(Input records)
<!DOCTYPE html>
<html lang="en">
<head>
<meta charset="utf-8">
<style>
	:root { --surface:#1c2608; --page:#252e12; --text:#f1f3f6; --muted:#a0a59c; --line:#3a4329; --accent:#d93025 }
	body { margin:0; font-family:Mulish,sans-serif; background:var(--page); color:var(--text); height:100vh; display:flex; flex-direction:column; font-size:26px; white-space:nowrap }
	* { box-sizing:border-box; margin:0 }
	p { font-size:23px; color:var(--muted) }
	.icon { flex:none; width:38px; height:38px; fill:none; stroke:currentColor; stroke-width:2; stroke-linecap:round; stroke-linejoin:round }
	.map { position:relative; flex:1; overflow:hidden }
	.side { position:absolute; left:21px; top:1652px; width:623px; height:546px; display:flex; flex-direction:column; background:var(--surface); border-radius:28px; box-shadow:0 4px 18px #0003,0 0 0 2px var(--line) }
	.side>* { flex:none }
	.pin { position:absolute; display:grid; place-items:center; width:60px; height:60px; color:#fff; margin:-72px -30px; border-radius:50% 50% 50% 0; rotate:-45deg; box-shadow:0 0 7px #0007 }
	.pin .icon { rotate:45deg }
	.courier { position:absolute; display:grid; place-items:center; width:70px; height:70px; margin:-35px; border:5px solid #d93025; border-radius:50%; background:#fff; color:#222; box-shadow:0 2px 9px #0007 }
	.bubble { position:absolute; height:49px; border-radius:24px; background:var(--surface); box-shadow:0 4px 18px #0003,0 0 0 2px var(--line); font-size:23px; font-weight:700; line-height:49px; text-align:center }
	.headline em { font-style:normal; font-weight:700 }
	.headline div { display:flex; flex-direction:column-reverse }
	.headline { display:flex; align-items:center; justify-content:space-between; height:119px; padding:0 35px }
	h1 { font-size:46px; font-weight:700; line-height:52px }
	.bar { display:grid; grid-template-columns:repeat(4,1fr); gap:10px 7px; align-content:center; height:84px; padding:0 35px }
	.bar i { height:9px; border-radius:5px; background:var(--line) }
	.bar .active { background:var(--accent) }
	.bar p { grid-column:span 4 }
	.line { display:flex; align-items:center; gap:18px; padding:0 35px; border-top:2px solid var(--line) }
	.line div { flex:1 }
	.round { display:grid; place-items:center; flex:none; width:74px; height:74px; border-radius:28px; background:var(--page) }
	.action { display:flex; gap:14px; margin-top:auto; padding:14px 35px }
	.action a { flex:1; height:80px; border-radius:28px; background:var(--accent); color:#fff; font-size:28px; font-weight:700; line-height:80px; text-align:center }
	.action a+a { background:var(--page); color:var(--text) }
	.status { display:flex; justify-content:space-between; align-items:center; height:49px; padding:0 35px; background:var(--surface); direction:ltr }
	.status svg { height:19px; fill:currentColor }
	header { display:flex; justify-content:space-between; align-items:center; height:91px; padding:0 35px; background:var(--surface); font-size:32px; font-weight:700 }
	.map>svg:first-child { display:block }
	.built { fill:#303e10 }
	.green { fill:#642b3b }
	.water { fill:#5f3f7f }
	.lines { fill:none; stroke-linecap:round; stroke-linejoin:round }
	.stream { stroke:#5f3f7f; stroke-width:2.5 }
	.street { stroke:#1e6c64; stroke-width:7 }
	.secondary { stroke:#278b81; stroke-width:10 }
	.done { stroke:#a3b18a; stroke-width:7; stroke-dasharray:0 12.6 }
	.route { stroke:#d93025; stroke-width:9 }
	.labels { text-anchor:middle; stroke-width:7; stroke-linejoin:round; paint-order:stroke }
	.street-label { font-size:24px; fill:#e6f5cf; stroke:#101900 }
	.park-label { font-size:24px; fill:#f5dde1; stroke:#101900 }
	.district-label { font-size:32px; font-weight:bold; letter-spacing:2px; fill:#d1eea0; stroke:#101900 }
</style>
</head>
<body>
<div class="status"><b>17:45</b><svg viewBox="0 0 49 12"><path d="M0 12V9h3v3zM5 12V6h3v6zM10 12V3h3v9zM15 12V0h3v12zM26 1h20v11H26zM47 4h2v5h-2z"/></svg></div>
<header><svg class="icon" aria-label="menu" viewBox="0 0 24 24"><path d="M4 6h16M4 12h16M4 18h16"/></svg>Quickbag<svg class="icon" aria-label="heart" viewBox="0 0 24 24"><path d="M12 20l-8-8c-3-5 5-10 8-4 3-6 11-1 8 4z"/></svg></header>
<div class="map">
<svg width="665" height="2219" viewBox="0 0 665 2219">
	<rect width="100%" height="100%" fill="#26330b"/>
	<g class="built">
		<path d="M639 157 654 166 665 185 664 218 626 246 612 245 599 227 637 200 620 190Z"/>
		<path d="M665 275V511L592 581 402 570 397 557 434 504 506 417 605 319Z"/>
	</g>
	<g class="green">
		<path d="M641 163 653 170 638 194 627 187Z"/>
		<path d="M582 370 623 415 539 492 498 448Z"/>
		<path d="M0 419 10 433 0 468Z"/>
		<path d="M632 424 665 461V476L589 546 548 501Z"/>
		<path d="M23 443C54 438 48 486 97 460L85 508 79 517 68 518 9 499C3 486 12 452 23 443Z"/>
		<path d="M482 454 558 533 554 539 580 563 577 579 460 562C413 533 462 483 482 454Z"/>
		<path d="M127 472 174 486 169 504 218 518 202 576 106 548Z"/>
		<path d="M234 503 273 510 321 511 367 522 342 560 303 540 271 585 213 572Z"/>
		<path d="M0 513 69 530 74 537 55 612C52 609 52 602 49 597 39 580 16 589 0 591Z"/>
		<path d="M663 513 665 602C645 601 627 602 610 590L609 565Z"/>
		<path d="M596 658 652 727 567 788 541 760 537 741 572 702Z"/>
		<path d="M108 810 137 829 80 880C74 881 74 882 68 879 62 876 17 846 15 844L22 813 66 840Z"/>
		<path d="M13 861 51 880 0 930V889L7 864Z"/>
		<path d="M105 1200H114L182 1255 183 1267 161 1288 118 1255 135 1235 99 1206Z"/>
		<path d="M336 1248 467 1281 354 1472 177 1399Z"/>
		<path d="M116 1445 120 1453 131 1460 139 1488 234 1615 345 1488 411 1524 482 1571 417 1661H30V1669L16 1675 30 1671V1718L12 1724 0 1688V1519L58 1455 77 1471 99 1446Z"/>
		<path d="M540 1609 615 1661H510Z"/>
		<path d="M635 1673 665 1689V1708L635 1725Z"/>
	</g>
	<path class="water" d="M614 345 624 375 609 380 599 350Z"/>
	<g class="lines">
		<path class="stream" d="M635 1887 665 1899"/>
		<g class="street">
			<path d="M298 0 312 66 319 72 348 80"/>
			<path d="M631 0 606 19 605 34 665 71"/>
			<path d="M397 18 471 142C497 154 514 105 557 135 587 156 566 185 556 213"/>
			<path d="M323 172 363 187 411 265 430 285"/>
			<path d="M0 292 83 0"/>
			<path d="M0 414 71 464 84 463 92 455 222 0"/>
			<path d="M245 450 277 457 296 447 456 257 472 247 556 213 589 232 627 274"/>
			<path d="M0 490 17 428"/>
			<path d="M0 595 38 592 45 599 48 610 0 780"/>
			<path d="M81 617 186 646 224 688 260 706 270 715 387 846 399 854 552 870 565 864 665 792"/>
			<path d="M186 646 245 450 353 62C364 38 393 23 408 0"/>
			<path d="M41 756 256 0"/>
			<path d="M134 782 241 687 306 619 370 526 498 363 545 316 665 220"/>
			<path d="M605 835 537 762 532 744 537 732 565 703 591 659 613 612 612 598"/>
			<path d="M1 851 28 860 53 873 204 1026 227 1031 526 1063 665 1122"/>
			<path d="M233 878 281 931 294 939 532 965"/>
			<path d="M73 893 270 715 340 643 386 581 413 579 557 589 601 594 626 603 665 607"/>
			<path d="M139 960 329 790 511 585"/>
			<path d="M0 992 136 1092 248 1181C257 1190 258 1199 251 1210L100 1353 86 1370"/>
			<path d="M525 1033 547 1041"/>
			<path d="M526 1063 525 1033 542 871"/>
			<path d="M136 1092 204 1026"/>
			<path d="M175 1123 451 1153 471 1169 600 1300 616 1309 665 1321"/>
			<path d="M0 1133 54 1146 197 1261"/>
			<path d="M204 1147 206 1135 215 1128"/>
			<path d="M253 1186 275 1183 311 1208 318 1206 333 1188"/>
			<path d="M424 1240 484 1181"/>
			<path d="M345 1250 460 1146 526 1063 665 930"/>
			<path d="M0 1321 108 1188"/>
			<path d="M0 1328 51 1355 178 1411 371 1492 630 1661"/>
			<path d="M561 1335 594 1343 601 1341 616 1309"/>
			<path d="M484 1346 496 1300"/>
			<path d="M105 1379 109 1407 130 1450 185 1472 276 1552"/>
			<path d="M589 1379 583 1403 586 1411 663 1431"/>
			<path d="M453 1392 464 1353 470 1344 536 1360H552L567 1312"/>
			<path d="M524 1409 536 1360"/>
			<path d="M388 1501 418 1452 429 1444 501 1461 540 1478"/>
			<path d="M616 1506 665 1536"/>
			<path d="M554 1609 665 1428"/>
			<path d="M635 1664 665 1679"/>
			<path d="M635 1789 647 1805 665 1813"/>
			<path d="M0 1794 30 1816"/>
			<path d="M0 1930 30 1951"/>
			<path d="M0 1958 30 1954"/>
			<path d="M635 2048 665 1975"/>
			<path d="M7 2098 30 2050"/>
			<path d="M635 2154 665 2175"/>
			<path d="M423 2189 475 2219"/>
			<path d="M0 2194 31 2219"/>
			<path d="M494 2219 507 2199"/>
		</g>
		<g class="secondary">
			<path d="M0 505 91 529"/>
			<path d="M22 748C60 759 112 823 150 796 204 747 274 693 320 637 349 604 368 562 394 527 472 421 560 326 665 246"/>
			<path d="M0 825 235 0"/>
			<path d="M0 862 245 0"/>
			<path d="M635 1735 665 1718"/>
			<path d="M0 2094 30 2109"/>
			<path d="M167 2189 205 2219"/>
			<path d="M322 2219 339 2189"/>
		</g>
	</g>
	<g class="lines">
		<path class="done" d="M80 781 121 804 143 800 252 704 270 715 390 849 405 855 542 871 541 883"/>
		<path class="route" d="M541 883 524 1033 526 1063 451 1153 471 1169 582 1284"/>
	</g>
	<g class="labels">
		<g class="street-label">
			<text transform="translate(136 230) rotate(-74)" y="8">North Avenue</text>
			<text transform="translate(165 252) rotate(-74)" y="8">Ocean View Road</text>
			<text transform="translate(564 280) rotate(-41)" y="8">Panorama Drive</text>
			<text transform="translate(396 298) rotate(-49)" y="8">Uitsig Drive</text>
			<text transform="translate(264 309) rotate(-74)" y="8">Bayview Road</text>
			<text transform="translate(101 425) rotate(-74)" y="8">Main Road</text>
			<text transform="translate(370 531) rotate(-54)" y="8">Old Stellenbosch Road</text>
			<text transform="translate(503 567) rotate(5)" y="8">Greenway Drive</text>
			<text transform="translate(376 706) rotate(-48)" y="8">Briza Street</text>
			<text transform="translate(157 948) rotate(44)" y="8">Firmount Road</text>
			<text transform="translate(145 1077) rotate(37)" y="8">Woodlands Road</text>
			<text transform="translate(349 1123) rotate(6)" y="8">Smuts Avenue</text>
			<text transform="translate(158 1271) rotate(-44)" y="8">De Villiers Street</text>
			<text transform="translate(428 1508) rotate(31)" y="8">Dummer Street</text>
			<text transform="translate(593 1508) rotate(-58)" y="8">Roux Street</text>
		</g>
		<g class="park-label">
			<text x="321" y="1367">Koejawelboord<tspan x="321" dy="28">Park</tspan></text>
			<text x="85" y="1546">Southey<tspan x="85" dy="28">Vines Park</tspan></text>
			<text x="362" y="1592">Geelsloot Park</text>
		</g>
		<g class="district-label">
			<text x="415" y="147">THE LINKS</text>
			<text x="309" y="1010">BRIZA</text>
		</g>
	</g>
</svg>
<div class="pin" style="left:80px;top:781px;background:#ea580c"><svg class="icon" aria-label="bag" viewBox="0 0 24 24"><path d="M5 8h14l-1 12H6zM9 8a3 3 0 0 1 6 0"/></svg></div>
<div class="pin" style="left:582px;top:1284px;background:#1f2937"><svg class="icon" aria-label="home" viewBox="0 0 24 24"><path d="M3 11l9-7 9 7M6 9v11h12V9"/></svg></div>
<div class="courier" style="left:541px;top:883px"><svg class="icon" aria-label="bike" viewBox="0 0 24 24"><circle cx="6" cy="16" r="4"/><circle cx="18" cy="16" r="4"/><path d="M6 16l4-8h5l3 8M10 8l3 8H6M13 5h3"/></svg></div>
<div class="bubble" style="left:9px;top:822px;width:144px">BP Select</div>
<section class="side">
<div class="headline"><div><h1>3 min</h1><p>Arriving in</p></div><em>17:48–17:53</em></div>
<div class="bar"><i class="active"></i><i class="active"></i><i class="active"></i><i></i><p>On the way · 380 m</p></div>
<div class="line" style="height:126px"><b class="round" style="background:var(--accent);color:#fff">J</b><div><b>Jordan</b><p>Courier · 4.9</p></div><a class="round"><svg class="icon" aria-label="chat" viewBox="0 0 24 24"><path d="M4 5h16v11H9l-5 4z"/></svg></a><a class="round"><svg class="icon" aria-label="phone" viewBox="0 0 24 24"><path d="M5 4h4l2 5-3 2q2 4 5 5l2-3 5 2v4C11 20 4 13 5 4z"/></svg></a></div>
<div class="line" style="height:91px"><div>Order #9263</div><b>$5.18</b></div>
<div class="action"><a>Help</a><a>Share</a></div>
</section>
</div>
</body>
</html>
(End Input records)
*Required action*
Only a number is expected here: the tally of lines above that contain "linecap". Please write nothing more.

*Answer section*
2